__THE DATA__.
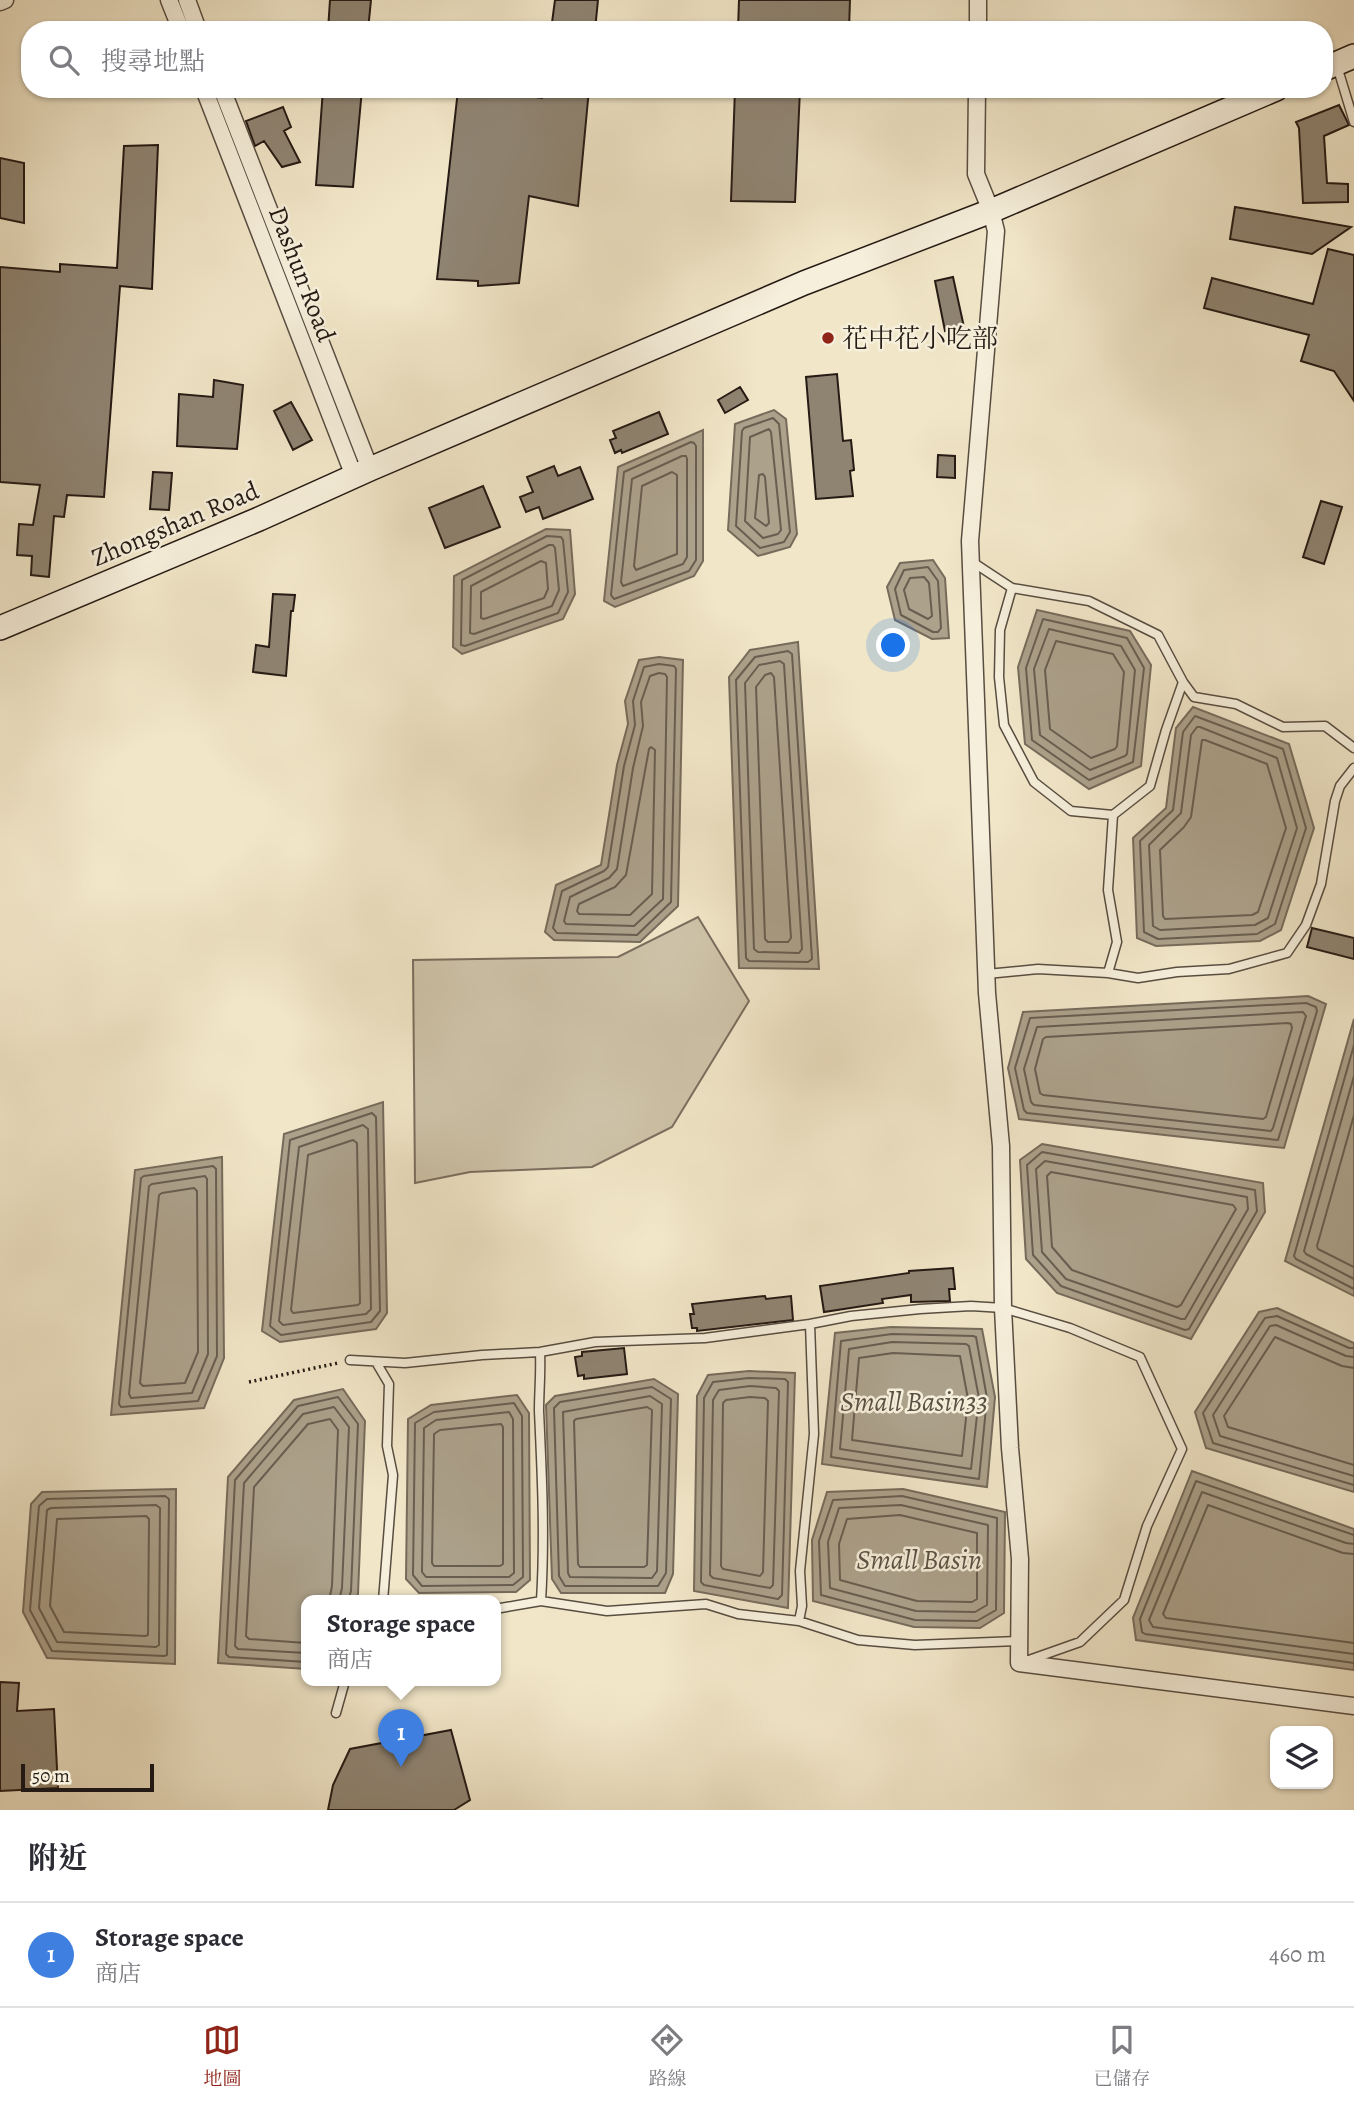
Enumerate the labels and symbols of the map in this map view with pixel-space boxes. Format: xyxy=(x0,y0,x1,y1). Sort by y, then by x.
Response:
street label: Dashun Road xyxy=(260,201,344,347)
place label: 花中花小吃部 xyxy=(842,321,998,356)
marker: 花中花小吃部 xyxy=(820,330,836,346)
street label: Zhongshan Road xyxy=(86,473,264,575)
your location xyxy=(876,628,910,662)
water label: Small Basin33 xyxy=(840,1383,988,1421)
water label: Small Basin xyxy=(856,1541,982,1579)
pin: 1 xyxy=(378,1709,424,1767)
scale bar xyxy=(21,1761,154,1793)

__WORK ORDER__.
Please reproduce the material above word for word, without its images.

__RESPONSE TO THE TASK__.
Enumerate the labels and symbols of the map in this map view with pixel-space boxes. Format: xyxy=(x0,y0,x1,y1). Sort by y, then by x.
Response:
street label: Dashun Road xyxy=(260,201,344,347)
place label: 花中花小吃部 xyxy=(842,321,998,356)
marker: 花中花小吃部 xyxy=(820,330,836,346)
street label: Zhongshan Road xyxy=(86,473,264,575)
your location xyxy=(876,628,910,662)
water label: Small Basin33 xyxy=(840,1383,988,1421)
water label: Small Basin xyxy=(856,1541,982,1579)
pin: 1 xyxy=(378,1709,424,1767)
scale bar xyxy=(21,1761,154,1793)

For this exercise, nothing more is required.